Leur prescription entre dans la catégorie des dispositifs médicaux.
Réglementation :
https://www.legifrance.gouv.fr/jorf/id/JORFTEXT000038456507
Ils sont prescrits au patient dénutri, lorsque l’alimentation traditionnelle ne suffit pas à couvrir les besoins et en cas d’échec des mesures diététiques (HAS 2021).
Le pharmacien peut, sans avis médical (même si celui-ci est recommandé), conseiller l’introduction de CNO entre les repas de façon à apporter, en plus de l’alimentation, environ 400 kcal et 30g de protéines par jour.
Le pharmacien joue un rôle central dans la délivrance des CNO. Il prend en compte les éventuels troubles de la déglutition et les goûts des patients pour obtenir leur adhésion.

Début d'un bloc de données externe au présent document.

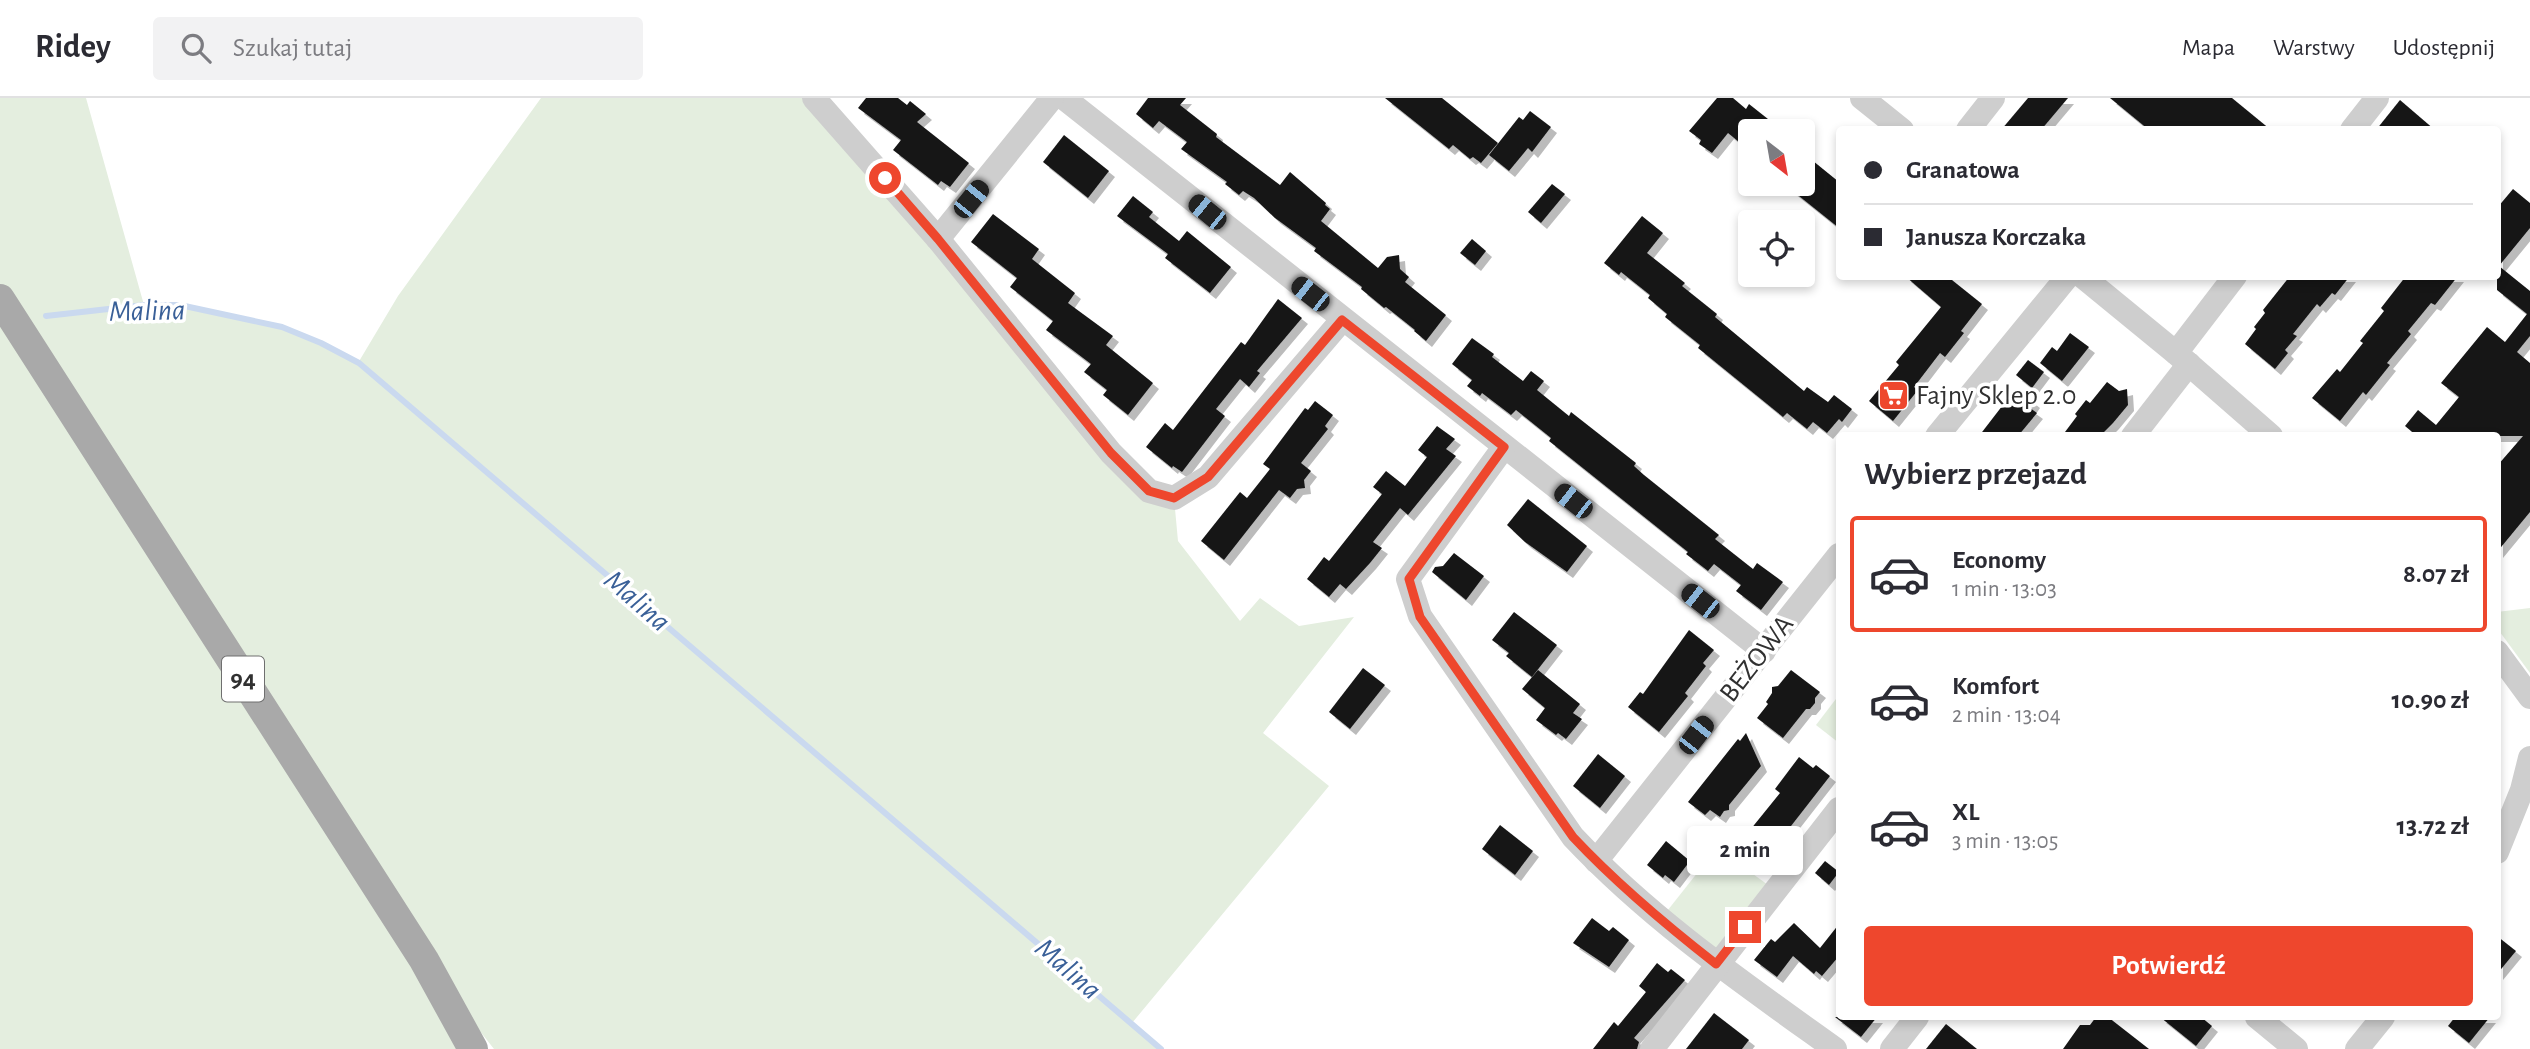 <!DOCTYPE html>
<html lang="pl">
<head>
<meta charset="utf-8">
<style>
	:root { --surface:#fff; --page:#f2f2f3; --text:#2b2b33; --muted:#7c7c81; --line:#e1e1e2; --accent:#ee472d }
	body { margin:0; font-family:"Alegreya Sans",sans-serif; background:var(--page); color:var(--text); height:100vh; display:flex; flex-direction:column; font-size:26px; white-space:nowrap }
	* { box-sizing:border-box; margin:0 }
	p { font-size:23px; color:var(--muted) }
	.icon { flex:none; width:38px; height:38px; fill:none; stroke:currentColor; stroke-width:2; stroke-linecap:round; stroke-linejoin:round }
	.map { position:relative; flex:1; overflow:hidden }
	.sheet { position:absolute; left:1836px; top:334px; width:665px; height:588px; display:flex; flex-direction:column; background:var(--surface); border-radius:7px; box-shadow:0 4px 10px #0003 }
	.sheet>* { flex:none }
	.top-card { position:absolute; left:1836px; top:28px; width:665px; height:154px; border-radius:7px; box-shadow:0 4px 10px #0003; display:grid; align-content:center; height:154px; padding:0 28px; background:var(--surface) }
	.needle { width:46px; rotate:149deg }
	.buttons { position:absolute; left:1738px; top:21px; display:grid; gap:14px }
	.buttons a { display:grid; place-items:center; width:77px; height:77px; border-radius:7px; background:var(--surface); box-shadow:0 4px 10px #0003; font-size:35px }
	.end { position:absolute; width:32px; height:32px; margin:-16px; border:9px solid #ee472d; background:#fff; box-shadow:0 0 0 4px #fff }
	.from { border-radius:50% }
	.bubble { position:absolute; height:49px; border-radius:7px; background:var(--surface); box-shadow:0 4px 10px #0003; font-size:23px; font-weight:700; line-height:49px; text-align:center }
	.car { position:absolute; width:21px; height:42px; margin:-21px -10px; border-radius:9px; box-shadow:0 0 5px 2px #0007; background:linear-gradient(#222 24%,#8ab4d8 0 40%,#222 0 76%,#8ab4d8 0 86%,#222 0) }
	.top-card b { display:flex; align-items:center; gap:24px; height:66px; font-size:26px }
	.top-card b+b { border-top:2px solid var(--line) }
	.top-card i { width:18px; height:18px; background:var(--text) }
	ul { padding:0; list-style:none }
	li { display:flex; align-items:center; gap:21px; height:116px; margin:0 14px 10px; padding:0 14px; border:4px solid transparent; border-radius:7px }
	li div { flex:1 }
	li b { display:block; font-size:26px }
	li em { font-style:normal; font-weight:700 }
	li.on { border-color:var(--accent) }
	li>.icon { width:63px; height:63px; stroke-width:1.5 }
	h2 { padding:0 28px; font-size:32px; line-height:84px }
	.cta { display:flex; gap:14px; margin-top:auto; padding:14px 28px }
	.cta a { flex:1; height:80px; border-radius:7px; background:var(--accent); color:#fff; font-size:28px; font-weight:700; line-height:80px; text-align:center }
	header { display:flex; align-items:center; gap:42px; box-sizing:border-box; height:98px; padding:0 35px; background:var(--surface); border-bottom:2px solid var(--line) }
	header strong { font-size:33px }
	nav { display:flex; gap:38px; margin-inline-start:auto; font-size:24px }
	.search { width:490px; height:63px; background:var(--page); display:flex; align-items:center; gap:18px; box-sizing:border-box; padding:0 24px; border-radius:7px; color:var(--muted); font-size:26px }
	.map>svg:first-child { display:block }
	.green { fill:#e4eedf }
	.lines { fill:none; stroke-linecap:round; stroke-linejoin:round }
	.stream { stroke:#cad9ef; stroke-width:6 }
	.building { fill:#181818; filter:url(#shadow) }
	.minor { stroke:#cecece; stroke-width:24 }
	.major { stroke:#a9a9a9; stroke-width:30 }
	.route { stroke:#ee472d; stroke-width:9 }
	.labels { text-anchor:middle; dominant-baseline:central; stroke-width:7; stroke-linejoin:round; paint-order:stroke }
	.shield { fill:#fff; stroke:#6f6f6f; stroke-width:2 }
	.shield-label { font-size:26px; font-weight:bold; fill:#313131 }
	.poi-label { font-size:28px; fill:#313131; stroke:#fff; text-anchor:start }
	.street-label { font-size:28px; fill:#313131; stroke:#fff }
	.water-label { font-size:30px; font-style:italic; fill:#3a6098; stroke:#fff }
</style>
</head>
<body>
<header>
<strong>Ridey</strong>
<div class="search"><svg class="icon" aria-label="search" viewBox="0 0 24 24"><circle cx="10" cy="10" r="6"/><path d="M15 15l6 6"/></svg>Szukaj tutaj</div>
<nav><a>Mapa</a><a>Warstwy</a><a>Udostępnij</a></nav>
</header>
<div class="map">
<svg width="2530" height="951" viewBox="0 0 2530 951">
	<defs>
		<filter id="shadow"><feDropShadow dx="6" dy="6" stdDeviation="0" flood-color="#0004"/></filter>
	</defs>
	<rect width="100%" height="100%" fill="#fff"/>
	<!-- green -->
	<g class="green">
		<polygon points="0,0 86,0 144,207 180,207 282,229 358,265 398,198 541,0 814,0 1111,355 1174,400 1178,443 1240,523 1260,500 1299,528 1354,519 1263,635 1329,688 1132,925 1161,951 494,951 428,867 473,951 0,951"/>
		<polygon points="2530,510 2530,575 2497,530 2497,514"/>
		<polygon points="1839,597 1839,645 1816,627"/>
		<polygon points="1717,750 1775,792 1716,866 1660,822"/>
	</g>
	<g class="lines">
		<!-- stream -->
		<polyline class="stream" points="46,218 144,207 180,207 282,229 321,245 359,265 1161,951"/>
	</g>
	<!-- building -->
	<g class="building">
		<polygon points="866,0 898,0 907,7 910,3 926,16 917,24 969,65 950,89 941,83 938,87 893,52 901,42 858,10"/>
		<polygon points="1148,0 1186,0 1180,7 1217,36 1216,39 1280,87 1290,74 1326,105 1325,107 1330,111 1321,123 1378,170 1387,159 1399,157 1400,171 1409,179 1405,184 1446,217 1426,243 1414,233 1415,232 1386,209 1384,210 1361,191 1362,189 1314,153 1316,150 1275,120 1254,100 1243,93 1239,97 1225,86 1227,84 1181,51 1187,44 1159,23 1153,30 1136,16"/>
		<polygon points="1385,0 1442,0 1498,45 1481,65 1473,59 1470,61 1453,47 1449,51"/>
		<polygon points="1717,0 1733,0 1746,11 1749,6 1783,33 1750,33 1750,53 1728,35 1712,55 1699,46 1701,42 1689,33"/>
		<polygon points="2028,0 2068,0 2041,32 2001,32"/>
		<polygon points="2110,0 2232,0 2271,32 2149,32"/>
		<polygon points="2400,2 2435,32 2376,32"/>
		<polygon points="1530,13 1551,29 1532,54 1528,50 1509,73 1489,57 1519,19 1523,22"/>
		<polygon points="1064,37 1109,73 1088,100 1043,64"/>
		<polygon points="1802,54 1839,84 1839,130 1784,86 1802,86"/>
		<polygon points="1552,86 1565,96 1541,125 1528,114"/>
		<polygon points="2513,91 2530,105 2530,130 2499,168 2530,193 2530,238 2517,254 2530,265 2530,414 2497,454 2497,368 2523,338 2417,338 2405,328 2418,312 2436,327 2459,299 2441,285 2487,229 2505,244 2527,216 2497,192 2497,110"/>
		<polygon points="1133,98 1153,114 1149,119 1179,143 1187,133 1231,169 1210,195 1165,160 1168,156 1117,118"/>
		<polygon points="993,116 1039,151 1032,161 1075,195 1068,205 1113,238 1106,247 1153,285 1128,317 1103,297 1107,292 1084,274 1091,266 1046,232 1053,223 1010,189 1017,180 971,144"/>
		<polygon points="1642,118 1663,135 1647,155 1685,185 1682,188 1717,216 1715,219 1804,293 1807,289 1828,304 1834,297 1852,311 1842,324 1839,321 1827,335 1813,324 1807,331 1787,315 1783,319 1698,250 1700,247 1665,219 1667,216 1648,200 1650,197 1621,174 1619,177 1604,165"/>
		<polygon points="1472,141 1486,153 1475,167 1460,155"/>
		<polygon points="1905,178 1947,178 1982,206 1961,233 1964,235 1945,259 1940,255 1914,289 1918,292 1893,323 1869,303 1899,267 1896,264 1941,209"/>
		<polygon points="2290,178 2350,178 2335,197 2332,195 2320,209 2317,206 2293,236 2297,238 2285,252 2288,255 2275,271 2245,246 2256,231 2254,229 2265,215 2263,212"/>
		<polygon points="2406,178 2458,178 2435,207 2431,205 2408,233 2411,236 2387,265 2390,267 2366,297 2363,294 2340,323 2312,300 2337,271 2340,274 2363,245 2360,243 2384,213 2381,210"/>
		<polygon points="1278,201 1302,220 1257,273 1260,275 1249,289 1240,281 1216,311 1225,318 1182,374 1173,368 1172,370 1146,349 1165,325 1173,332 1241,244 1245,247"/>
		<polygon points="2070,235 2089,249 2062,283 2040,265 2052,249 2057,253"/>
		<polygon points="1472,240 1494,256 1492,259 1523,283 1531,273 1544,283 1537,292 1569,318 1571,314 1636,365 1634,368 1644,377 1719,437 1715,441 1753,471 1757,465 1783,484 1761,512 1736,493 1741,487 1714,466 1708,473 1686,456 1688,454 1549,343 1551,340 1516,312 1511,317 1482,295 1480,298 1467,288 1472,282 1452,266"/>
		<polygon points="2028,262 2044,274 2032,290 2016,277"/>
		<polygon points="2107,284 2119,293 2127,291 2128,307 2113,325 2100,338 2062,338 2077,318 2075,316 2086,302 2090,305"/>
		<polygon points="2016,290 2034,304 2030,310 2037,315 2018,338 1979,338"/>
		<polygon points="1315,303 1333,317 1325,328 1328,331 1301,365 1311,373 1304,382 1305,390 1297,391 1290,400 1279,392 1224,462 1201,443 1240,394 1247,400 1270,371 1263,366 1305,310 1308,312"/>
		<polygon points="1437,328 1455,341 1446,351 1456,358 1408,417 1400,410 1373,444 1382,450 1370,465 1346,491 1340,486 1329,499 1307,481 1324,459 1329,463 1382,396 1373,389 1386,373 1405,388 1427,359 1418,352"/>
		<polygon points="1528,401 1587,448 1567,474 1525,444 1507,427"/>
		<polygon points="1454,455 1484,478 1466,502 1432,474 1435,469 1443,468"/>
		<polygon points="1514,514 1557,547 1532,579 1506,558 1509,555 1492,542"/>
		<polygon points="1689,532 1714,552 1703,565 1706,568 1685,595 1688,598 1659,634 1628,609 1640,594 1643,596"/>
		<polygon points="1363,570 1385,587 1350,631 1329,614"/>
		<polygon points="1538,572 1580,606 1573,615 1582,621 1566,641 1558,635 1556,637 1536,622 1545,610 1522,591"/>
		<polygon points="1791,572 1820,594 1815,600 1815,605 1810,611 1806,611 1783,640 1757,620 1768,606 1766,604 1772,595 1772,589 1778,588"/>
		<polygon points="1746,635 1761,668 1729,707 1729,712 1724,713 1720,719 1710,712 1705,717 1688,704 1738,641 1740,643"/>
		<polygon points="1598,656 1625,678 1600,710 1573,688"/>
		<polygon points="1799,659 1813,670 1816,667 1830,678 1777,746 1770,740 1763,750 1746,737 1780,695 1775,691"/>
		<polygon points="1500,727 1533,753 1515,777 1482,751"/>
		<polygon points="1666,743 1690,763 1674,784 1665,777 1663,780 1647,767"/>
		<polygon points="1825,763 1839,774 1829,787 1815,775"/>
		<polygon points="1592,820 1609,833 1613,829 1629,842 1609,869 1573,845"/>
		<polygon points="1794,825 1820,850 1839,826 1839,858 1822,878 1816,873 1814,876 1793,858 1777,879 1754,862 1771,841 1775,844"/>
		<polygon points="2497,838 2516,853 2497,876"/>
		<polygon points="1657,865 1668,874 1671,871 1685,882 1634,940 1639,944 1637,951 1593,951 1614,924 1618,928 1646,894 1639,888"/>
		<polygon points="1714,915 1749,942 1742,951 1686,951"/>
		<polygon points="1835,919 1877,919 1861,939"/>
		<polygon points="2096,919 2108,919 2149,951 2063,951 2080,927 2090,927"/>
		<polygon points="2160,919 2201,919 2212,928 2196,948"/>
		<polygon points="2455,919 2490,919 2469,945 2448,928"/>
		<polygon points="1946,926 1977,951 1926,951"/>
	</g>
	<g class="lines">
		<!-- minor -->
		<g class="minor">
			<polyline points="814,0 938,141 1111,355 1149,393 1174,400 1208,379 1342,222"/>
			<polyline points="1064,0 1764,553"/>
			<polyline points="1862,0 1902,32"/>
			<polyline points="1968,32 1993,0"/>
			<polyline points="2352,32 2377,0"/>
			<polyline points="938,141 1052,0"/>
			<polyline points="2082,178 2176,255 2271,338"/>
			<polyline points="2176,255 2235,178"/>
			<polyline points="1937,338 2068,178"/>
			<polyline points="2133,338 2189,266"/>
			<path d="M1504,349L1408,481L1420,518L1573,739C1651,822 1743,885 1835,951"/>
			<polyline points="2497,554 2530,599"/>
			<polyline points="2497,754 2522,692 2530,660"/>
			<polyline points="1596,763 1839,457"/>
			<polyline points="2257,919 2296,951"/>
			<polyline points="1652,951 1839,711"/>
			<polyline points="1892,951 1917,919"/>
			<polyline points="2357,951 2383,919"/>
		</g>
		<!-- major -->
		<polyline class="major" points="0,201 424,862 473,951"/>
	</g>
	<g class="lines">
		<!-- route -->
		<path class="route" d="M885,80L938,141L1111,355L1149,393L1174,400L1208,379L1342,222L1504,349L1409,481L1420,519L1573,739C1617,786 1666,827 1716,866L1745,829"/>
	</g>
	<!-- icons -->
	<defs>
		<symbol id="supermarket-square" viewBox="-11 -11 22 22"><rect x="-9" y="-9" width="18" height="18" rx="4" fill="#ee472d" stroke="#fff"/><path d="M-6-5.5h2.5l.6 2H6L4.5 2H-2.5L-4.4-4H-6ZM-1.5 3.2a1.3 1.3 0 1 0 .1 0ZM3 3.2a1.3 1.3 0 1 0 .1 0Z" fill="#fff"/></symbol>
	</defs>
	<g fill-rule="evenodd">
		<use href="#supermarket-square" x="1876" y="280" width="35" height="35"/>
	</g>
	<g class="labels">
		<!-- shield labels -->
		<rect class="shield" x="222" y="558.5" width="42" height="45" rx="5"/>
		<g class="shield-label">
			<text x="243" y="581">94</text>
		</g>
		<!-- poi labels -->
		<g class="poi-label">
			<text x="1916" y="298">Fajny Sklep 2.0</text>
		</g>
		<!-- street labels -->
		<g class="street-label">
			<text transform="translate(1757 561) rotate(-52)">BEŻOWA</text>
		</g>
		<!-- water labels -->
		<g class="water-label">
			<text transform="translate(147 213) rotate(-1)">Malina</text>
			<text transform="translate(637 503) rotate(41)">Malina</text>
			<text transform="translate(1068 871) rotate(41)">Malina</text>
		</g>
	</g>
</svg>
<div class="buttons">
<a><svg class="needle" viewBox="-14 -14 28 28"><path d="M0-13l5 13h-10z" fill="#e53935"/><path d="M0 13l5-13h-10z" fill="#7c7c81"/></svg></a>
<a><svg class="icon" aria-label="locate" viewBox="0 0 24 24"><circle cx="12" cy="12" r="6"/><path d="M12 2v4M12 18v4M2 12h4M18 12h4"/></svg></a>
</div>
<i class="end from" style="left:885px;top:80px"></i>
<i class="end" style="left:1745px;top:829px"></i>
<div class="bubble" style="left:1687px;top:728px;width:116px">2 min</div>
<i class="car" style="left:971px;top:101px;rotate:39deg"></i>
<i class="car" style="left:1207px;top:114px;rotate:309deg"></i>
<i class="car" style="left:1310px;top:196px;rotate:308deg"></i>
<i class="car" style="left:1573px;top:403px;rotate:308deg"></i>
<i class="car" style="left:1700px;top:503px;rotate:308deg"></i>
<i class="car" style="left:1696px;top:637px;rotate:38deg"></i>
<div class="top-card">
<b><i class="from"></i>Granatowa</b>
<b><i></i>Janusza Korczaka</b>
</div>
<section class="sheet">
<h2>Wybierz przejazd</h2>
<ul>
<li class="on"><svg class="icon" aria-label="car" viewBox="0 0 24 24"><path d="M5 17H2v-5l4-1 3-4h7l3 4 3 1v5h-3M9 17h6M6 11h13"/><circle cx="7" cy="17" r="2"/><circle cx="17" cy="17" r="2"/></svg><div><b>Economy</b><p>1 min · 13:03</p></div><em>8.07 zł</em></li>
<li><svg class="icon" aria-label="car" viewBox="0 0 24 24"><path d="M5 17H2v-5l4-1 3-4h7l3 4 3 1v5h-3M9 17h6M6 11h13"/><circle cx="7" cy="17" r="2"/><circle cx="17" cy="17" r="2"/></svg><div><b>Komfort</b><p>2 min · 13:04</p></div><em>10.90 zł</em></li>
<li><svg class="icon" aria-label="car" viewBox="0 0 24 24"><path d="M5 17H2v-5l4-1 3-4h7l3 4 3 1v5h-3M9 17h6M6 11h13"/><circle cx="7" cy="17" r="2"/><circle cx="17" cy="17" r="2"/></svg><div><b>XL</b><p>3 min · 13:05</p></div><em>13.72 zł</em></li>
</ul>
<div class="cta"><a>Potwierdź</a></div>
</section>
</div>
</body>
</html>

La prescription initiale des CNO par le médecin est limitée à un mois maximum.
La première délivrance est limitée à 10 jours de traitement.
A l’issue de cette période, le pharmacien, après avoir évalué l’observance par le patient, adapte si nécessaire, dans les limites des apports prévus par la prescription, le complément prescrit pour la suite de la délivrance.
Les renouvellements de prescription sont effectués par le médecin pour 3 mois maximum après une réévaluation comprenant :
– le poids ;
– l’état nutritionnel ;
– l’évolution de la pathologie ;
– le niveau des apports spontanés par voie orale ;
– la tolérance de la CNO ;
– l’observance de la CNO.
Lors de la délivrance des CNO, le pharmacien a un devoir particulier de conseil et d’accompagnement, pour permettre au patient de bien comprendre l’intérêt thérapeutique du traitement, et assurer une bonne observance.
Aujourd’hui, une large gamme de CNO existe, permettant au pharmacien de répondre aux besoins et envies des patients. Si nécessaire, des alternatives doivent être proposées pour éviter la lassitude et l’abandon du traitement.
Le pharmacien conseille également sur les modalités de consommation : lors de collations (à distance d’au moins 2 h d’un repas) ou pendant les repas (en plus des repas) et sur les conditions de conservation (une fois ouvert, 2h à température ambiante et 24 h au réfrigérateur)
(Re)découvrez le témoignage de Cécile VERHAEGHE, Pharmacienne, sur le BPM et la dispensation de CNO dans le cadre d’une dénutrition : Rôle du pharmacien – bilan partagé de médication et dispensation de compléments nutritionnels oraux
Chez la personne âgée, parallèlement à la prise en charge nutritionnelle, il est recommandé de corriger les facteurs de risque identifiés, en proposant notamment un bilan partagé de médication.